The Left has often attempted to reform the capitalist work ethic, challenging its inequitable features while accepting its basic premise, valorization of paid work. The labor movement has denounced bosses as parasites and demanded fairer pay for workers; anti-racist movements have demanded an end to racial discrimination; liberal feminism has demanded equal employment opportunities and pay for women; the sex workers’ rights movement has demanded that sex work be recognized as work; and the feminist wages-for-housework movement has demanded that the value of housework be quantified and compensated in the same way as for other productive activities. Weeks acknowledges the positive contributions of these efforts, but sees them as inadequate, in part because management can grant most of these demands while still expanding work hours and intensifying exploitation: “Feminist calls for better work for women, as important as they have been, have on the whole resulted in more work for women” (pages 109–110).
Instead, Weeks adopts the approach of autonomist Marxism, which rejects the work ethic altogether.

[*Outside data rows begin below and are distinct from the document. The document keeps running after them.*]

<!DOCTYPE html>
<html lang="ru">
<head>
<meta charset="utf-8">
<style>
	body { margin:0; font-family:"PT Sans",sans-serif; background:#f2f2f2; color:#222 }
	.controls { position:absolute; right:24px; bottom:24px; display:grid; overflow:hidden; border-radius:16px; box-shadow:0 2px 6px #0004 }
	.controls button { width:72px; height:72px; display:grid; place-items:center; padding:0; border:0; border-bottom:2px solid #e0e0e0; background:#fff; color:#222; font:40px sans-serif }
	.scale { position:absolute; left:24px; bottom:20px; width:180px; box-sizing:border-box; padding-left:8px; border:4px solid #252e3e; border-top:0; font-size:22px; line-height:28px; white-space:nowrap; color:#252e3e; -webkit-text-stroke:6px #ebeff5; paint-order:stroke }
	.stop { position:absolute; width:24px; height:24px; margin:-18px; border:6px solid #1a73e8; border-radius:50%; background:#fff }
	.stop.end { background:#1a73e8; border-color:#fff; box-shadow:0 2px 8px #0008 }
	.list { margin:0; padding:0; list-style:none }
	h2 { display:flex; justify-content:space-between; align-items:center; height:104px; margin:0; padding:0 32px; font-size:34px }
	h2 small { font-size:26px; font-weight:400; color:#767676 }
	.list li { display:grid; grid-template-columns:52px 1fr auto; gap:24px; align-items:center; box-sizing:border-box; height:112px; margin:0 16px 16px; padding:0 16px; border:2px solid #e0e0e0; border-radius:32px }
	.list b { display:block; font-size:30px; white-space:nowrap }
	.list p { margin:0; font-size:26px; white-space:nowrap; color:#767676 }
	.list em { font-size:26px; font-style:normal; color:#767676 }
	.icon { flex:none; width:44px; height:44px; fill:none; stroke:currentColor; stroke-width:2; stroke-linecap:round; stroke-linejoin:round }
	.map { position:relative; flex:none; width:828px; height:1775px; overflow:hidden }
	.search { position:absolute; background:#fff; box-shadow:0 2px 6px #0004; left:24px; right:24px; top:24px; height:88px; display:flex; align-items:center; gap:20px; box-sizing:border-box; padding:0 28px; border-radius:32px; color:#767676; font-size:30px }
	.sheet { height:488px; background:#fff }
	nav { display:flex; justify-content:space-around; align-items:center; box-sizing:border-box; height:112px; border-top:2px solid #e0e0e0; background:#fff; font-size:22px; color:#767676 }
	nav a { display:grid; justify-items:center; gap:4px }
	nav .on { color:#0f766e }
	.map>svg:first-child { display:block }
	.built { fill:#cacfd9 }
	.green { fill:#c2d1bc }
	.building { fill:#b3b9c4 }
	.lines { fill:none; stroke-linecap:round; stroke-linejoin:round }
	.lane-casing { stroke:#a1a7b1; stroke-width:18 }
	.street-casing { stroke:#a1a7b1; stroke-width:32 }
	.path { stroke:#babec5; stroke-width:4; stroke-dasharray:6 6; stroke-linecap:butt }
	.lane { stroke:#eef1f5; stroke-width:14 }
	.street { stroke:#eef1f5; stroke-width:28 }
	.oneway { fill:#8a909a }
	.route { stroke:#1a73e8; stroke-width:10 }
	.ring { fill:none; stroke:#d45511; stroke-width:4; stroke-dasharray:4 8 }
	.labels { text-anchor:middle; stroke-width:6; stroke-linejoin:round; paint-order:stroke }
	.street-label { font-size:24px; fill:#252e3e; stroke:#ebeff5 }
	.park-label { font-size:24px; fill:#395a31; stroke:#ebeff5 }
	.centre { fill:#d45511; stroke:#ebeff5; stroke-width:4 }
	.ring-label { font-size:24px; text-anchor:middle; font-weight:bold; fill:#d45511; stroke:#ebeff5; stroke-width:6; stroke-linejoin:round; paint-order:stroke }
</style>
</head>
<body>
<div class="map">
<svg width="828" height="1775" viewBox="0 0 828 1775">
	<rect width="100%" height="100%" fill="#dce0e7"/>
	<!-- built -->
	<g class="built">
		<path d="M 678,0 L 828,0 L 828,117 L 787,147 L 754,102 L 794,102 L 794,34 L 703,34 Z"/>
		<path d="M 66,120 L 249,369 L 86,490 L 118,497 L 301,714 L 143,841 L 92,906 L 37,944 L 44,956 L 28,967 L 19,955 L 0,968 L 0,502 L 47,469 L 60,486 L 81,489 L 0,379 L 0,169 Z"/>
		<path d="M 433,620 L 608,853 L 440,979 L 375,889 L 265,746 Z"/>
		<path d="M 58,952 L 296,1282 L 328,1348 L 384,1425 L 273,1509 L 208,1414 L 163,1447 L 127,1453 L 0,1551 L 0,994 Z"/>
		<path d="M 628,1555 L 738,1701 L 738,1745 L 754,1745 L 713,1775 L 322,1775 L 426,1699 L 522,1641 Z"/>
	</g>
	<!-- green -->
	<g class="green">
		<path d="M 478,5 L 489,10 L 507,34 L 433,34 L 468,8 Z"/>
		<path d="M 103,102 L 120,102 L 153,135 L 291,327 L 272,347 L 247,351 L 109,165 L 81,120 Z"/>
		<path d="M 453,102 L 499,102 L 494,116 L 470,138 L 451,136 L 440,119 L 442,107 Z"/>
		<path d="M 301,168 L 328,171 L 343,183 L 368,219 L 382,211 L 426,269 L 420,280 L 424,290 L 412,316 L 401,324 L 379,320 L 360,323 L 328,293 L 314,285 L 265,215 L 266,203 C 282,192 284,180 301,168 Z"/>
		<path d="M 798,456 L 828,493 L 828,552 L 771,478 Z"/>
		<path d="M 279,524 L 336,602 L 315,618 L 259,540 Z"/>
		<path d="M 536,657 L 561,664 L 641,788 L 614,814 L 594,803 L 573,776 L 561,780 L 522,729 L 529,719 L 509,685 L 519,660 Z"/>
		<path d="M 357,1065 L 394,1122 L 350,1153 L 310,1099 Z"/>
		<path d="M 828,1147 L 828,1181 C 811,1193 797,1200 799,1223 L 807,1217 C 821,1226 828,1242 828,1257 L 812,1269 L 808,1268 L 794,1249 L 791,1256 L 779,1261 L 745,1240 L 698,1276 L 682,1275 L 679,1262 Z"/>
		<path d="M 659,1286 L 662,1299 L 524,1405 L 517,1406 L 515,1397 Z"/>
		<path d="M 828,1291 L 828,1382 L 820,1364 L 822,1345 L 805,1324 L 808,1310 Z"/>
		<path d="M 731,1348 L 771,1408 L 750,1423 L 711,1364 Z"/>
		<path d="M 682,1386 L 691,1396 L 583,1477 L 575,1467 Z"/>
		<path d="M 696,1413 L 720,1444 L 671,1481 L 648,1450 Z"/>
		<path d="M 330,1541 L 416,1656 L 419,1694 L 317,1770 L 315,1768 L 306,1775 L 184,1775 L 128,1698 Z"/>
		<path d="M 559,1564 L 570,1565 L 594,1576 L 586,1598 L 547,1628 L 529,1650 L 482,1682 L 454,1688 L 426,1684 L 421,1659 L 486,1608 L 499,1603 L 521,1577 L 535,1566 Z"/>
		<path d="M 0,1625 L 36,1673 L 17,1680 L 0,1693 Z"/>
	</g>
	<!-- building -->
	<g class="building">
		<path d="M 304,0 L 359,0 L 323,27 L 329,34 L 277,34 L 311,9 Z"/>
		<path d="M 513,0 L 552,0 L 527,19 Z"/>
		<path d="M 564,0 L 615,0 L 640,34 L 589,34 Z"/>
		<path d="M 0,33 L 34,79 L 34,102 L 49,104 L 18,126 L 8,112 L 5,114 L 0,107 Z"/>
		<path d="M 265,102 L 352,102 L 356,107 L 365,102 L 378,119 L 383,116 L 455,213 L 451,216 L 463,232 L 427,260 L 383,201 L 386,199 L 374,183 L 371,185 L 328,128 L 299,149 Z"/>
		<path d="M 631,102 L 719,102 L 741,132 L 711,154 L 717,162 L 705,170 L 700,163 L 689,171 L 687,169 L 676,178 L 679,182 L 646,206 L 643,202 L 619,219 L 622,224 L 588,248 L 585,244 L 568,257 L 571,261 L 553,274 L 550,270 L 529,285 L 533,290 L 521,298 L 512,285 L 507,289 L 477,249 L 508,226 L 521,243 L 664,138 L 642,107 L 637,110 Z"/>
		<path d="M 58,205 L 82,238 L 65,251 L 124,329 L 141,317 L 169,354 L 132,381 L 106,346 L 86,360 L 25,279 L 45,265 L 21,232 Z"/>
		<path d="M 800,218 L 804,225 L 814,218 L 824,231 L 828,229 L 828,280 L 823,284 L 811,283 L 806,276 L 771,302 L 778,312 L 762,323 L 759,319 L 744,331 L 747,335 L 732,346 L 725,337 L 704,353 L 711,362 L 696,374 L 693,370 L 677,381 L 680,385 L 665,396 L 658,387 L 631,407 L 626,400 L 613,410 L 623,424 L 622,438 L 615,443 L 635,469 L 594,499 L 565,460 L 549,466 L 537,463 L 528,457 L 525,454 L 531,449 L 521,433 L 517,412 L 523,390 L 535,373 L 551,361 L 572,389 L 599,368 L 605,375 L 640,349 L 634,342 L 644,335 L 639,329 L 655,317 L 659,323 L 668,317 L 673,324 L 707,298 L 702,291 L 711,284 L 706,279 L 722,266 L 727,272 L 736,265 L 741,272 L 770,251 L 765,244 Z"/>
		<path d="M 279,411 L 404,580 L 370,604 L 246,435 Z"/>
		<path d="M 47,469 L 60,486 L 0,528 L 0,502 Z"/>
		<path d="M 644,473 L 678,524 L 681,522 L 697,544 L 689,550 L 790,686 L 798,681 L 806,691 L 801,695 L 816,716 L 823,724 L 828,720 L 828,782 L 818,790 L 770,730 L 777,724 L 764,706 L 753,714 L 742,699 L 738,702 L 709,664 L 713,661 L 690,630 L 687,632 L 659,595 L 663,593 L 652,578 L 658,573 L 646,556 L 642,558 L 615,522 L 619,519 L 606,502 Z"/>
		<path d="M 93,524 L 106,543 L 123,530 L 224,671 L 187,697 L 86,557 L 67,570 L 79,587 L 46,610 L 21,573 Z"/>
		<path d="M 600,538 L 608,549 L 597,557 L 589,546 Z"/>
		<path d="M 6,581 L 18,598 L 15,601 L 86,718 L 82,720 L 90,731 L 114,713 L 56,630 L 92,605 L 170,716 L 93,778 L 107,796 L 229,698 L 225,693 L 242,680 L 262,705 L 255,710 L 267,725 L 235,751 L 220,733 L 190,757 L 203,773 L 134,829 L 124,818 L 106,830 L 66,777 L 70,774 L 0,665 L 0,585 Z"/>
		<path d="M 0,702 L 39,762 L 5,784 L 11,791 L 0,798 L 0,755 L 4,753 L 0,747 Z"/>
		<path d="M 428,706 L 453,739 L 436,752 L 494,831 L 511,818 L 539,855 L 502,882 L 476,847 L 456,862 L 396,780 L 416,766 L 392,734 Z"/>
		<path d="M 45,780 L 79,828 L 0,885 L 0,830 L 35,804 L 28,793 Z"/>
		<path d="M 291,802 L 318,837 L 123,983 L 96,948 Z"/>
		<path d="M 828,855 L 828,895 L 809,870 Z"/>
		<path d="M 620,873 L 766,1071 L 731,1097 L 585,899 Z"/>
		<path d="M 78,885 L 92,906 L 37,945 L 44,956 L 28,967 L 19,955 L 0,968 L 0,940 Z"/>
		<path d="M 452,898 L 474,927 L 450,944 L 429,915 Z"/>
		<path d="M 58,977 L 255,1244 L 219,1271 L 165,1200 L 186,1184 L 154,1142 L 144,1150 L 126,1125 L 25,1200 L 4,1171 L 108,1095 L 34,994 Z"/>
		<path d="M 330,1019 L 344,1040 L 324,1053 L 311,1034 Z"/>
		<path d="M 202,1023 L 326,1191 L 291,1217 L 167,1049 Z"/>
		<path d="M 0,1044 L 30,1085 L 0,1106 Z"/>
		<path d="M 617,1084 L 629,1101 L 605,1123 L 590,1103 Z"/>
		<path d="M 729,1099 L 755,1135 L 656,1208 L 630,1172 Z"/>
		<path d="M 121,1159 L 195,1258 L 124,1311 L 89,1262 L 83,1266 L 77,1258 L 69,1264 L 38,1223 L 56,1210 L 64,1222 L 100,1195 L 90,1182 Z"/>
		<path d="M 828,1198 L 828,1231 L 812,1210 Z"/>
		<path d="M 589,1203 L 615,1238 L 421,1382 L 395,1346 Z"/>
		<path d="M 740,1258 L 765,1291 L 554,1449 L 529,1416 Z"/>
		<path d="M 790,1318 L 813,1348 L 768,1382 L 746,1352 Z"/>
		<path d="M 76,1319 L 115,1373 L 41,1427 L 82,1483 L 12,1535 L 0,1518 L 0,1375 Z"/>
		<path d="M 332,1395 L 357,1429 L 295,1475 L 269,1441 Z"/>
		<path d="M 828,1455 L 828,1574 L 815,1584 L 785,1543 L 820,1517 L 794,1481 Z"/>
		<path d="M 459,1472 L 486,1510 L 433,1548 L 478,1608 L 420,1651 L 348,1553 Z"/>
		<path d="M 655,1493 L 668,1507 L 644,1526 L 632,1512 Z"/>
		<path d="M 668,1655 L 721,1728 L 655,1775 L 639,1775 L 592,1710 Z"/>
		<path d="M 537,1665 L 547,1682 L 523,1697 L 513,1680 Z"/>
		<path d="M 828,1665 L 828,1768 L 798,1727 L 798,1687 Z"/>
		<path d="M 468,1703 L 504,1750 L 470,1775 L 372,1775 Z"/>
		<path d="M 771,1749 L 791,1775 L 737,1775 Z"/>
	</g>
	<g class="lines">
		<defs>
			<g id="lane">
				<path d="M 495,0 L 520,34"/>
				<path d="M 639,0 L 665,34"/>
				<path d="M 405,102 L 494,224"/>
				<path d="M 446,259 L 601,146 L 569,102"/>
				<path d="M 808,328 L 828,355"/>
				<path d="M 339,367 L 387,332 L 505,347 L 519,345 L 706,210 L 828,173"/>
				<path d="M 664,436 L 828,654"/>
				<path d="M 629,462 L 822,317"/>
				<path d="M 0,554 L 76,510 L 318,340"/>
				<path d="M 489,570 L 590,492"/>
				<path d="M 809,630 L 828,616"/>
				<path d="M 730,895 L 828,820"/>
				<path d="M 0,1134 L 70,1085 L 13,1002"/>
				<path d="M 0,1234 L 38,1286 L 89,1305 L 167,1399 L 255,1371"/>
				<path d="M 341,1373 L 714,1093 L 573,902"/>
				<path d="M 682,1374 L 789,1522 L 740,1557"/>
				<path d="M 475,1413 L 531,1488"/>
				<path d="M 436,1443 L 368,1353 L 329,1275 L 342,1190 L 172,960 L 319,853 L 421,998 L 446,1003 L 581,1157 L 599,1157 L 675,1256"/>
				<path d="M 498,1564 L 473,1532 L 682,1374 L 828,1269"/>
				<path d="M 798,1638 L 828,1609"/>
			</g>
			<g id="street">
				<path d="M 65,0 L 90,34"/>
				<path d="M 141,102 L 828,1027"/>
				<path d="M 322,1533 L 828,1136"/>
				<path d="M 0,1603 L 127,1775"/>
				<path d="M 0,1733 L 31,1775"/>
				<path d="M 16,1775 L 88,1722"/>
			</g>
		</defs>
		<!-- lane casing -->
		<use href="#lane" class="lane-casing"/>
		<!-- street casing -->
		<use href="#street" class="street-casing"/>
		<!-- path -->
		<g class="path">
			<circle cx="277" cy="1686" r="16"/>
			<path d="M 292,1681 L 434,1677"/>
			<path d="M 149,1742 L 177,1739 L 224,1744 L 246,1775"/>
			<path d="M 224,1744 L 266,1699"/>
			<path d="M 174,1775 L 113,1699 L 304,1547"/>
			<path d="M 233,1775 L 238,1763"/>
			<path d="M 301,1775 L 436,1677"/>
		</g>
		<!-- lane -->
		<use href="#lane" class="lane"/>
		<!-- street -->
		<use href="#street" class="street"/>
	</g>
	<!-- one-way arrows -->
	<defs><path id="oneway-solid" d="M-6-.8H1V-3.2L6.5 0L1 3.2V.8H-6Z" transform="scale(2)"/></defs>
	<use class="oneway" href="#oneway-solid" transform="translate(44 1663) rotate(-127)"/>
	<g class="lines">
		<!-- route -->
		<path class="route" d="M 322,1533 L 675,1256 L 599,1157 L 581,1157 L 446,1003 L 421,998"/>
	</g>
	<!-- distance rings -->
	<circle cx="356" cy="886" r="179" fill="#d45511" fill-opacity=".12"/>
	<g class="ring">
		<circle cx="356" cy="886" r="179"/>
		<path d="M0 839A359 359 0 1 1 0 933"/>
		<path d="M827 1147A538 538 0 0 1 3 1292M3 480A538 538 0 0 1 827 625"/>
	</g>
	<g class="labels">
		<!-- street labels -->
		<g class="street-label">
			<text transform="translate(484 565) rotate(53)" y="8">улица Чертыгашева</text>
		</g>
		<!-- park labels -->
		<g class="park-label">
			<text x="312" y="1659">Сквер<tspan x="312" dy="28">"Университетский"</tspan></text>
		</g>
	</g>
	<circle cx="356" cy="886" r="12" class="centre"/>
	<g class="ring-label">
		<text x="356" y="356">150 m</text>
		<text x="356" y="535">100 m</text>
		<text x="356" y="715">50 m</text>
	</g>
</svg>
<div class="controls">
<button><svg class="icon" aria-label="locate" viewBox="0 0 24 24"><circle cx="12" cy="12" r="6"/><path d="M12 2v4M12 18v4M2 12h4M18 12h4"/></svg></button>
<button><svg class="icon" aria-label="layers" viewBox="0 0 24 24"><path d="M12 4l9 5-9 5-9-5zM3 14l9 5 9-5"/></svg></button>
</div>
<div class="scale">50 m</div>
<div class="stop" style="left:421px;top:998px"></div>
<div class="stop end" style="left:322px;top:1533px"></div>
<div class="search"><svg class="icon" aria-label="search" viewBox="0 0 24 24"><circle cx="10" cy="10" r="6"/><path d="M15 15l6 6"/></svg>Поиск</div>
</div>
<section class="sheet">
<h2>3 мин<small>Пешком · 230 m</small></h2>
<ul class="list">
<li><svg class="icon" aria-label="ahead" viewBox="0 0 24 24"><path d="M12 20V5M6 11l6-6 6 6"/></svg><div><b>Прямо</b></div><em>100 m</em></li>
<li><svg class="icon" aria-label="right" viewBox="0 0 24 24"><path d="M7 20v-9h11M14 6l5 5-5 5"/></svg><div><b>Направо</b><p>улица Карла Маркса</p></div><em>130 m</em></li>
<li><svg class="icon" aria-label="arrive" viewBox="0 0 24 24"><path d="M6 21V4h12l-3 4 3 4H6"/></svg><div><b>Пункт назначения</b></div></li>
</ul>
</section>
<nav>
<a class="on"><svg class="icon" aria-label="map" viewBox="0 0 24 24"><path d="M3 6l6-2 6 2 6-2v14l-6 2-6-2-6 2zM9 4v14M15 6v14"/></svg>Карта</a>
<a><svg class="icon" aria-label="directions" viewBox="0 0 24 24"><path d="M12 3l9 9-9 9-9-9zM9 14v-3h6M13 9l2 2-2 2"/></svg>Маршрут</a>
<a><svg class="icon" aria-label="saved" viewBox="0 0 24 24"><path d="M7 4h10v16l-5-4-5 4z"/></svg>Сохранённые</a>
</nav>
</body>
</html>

This branch of Marxism defines the revolutionary class not by their role as workers within the capitalist system, but by their subjection to the domination of capital, and their struggle to overcome that domination and become autonomous. Autonomism is closely linked historically with feminism. The fundamental political demand of autonomist Marxism, the call for a livable “basic income” independent of work (ULI), is a logical successor to the feminist wages-for-housework movement. The demand for a basic income recognizes that capitalist wages can never fully account for the role of productive activity throughout the “social factory”; the capitalist (and classical Marxist) conception of surplus value as created (and extracted) solely on the factory floor is a serious distortion of reality. Housework is only one component of the social factory; the collective labor of what Marx called the “general intellect” is also included. ULI is, in part, a payment for labor in the social factory, above and beyond any wages that may be received for labor within a capitalist (or state socialist) framework. The demand for ULI is an unabashedly utopian project; it reconceives productive activity not as directed primarily toward the production of capitalist value, but toward the production and reproduction of rewarding and fulfilling human life itself.